Embedded in these two announcements is the message that is increasingly becoming evident to those who deal with renewable energy. Without proper storage systems, the role of renewable energy can at best be marginal.

That is more so in solar powered micro and mini grids - where companies put up a solar power generation unit and cable-up un-electrified or poorly electrified villages and start supplying power. Electricity is mostly needed for basic lighting, mobile charging and fans. Solar panels generate power during the days and the power needs to be stored for the nights.

For companies like OMC, whose business model is to supply power to a well-paying anchor customer, such as a telecom tower or a petrol bunk, and provide surplus electricity to nearby villages, storage solutions are not just facilitators; they are indispensable.

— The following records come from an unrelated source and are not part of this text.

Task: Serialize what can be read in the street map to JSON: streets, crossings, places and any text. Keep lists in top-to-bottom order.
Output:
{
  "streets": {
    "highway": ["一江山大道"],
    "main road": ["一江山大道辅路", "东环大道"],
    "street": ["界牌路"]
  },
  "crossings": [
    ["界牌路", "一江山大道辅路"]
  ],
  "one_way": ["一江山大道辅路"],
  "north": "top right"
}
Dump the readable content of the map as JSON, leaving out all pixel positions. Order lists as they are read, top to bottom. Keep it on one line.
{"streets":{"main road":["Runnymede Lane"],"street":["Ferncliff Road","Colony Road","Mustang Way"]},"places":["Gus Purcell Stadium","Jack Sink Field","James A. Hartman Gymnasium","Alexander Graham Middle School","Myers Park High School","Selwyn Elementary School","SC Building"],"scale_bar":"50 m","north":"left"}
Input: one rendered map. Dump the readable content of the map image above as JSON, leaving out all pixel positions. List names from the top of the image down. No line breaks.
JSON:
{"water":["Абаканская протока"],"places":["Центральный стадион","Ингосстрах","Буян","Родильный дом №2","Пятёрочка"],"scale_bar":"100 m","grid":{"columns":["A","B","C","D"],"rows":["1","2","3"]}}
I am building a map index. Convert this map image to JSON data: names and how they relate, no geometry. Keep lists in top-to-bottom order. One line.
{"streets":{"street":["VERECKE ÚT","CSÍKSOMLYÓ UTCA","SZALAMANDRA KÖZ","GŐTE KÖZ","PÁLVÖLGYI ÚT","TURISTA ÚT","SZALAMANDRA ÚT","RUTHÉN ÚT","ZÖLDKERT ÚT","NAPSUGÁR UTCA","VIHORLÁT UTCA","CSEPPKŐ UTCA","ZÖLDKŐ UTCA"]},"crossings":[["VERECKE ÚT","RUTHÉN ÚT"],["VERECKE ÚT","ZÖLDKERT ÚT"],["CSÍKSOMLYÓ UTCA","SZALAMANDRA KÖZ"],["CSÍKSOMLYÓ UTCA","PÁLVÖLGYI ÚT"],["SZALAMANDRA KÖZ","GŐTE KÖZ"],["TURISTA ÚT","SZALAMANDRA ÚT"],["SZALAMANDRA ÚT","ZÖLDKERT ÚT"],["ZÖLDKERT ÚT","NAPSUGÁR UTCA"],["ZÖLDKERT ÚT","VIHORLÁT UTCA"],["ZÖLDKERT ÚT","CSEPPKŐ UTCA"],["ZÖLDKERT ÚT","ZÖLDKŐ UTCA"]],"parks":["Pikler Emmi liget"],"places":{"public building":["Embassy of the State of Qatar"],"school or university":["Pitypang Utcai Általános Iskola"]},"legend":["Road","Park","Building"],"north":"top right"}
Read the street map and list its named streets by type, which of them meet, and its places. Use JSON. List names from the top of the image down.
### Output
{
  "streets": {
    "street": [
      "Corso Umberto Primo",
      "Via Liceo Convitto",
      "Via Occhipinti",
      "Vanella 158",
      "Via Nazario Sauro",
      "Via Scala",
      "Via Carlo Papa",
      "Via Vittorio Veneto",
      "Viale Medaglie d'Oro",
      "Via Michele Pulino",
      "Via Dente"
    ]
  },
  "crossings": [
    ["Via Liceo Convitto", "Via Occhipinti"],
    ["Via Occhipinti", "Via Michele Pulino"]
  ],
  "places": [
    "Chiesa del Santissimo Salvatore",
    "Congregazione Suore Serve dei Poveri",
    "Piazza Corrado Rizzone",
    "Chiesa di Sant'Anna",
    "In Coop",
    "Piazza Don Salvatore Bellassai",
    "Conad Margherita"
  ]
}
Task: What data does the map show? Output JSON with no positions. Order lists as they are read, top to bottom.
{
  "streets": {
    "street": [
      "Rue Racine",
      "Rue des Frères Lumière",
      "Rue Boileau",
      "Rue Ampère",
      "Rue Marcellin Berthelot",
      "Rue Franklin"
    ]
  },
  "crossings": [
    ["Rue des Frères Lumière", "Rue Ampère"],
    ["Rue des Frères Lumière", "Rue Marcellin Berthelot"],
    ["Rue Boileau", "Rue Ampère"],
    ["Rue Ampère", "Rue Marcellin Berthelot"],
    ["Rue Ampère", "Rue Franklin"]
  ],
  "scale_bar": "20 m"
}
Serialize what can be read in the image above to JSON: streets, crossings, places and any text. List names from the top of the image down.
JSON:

Renewable energy and storage systems go hand-in-hand everywhere, not just in solar-powered micro and mini grid solutions, where the need for storage is more obvious.

The third announcement illuminates this: on Wednesday, a French battery company called SAFT said it had won a $ 10 million order for supplying some 40,000 batteries for “critical solar-powered served systems” at 775 oil fields of Qatar.

“Storage is the next big thing in energy,” notes Toine Van Megan, an industry expert and Co-Founder of Auroville Consulting, who was earlier an executive at Suzlon. “Storage is an area ripe for research,” he says.

Costs and technology

Storage systems come with their own issues. First they are costly. For instance, if you want to use a flow battery of Imergy Power to provide 4-hour back up for a 1 MW solar power plant, it would approximately cost Rs 3 crore, which, according to A Sethuraman, Managing Director of the company, is much below the competition.

However, costs are coming down. Imergy has a roadmap to bring down cost by 40 per cent in three years. A November 2014 report of UBS and Navigant Research said that battery costs would come down to $ 230 per kWhr (around $ 700 per kWhr now) in about three years and would likely fall to $ 100.

Storage systems are also maturing in technology. Lithium-ion technology is the market leader today, but is likely to be takeover by flow-batteries due to several issues. For instance, lithium-ion has problems in ‘deep discharge’ - you’d have to start recharging when it has discharge half of its capacity, and it could be dangerous if the battery is overcharged, so you’d have to stop charging the moment it reaches full. Flow batteries do not have these issues, last as long as 20 years and even have a residual value, because (in some cases) the metal in the electrolyte can be sold. On the other hand, flow batteries are bulky and hence cannot be used in all applications.

Energy storage is therefore still an evolving science but its future seems assured. The UBS-Navigant Research report predicts that the storage industry, riding on the back of falling costs and maturing technology, will grow 50-fold by 2020, from 400 MWhr in 2013.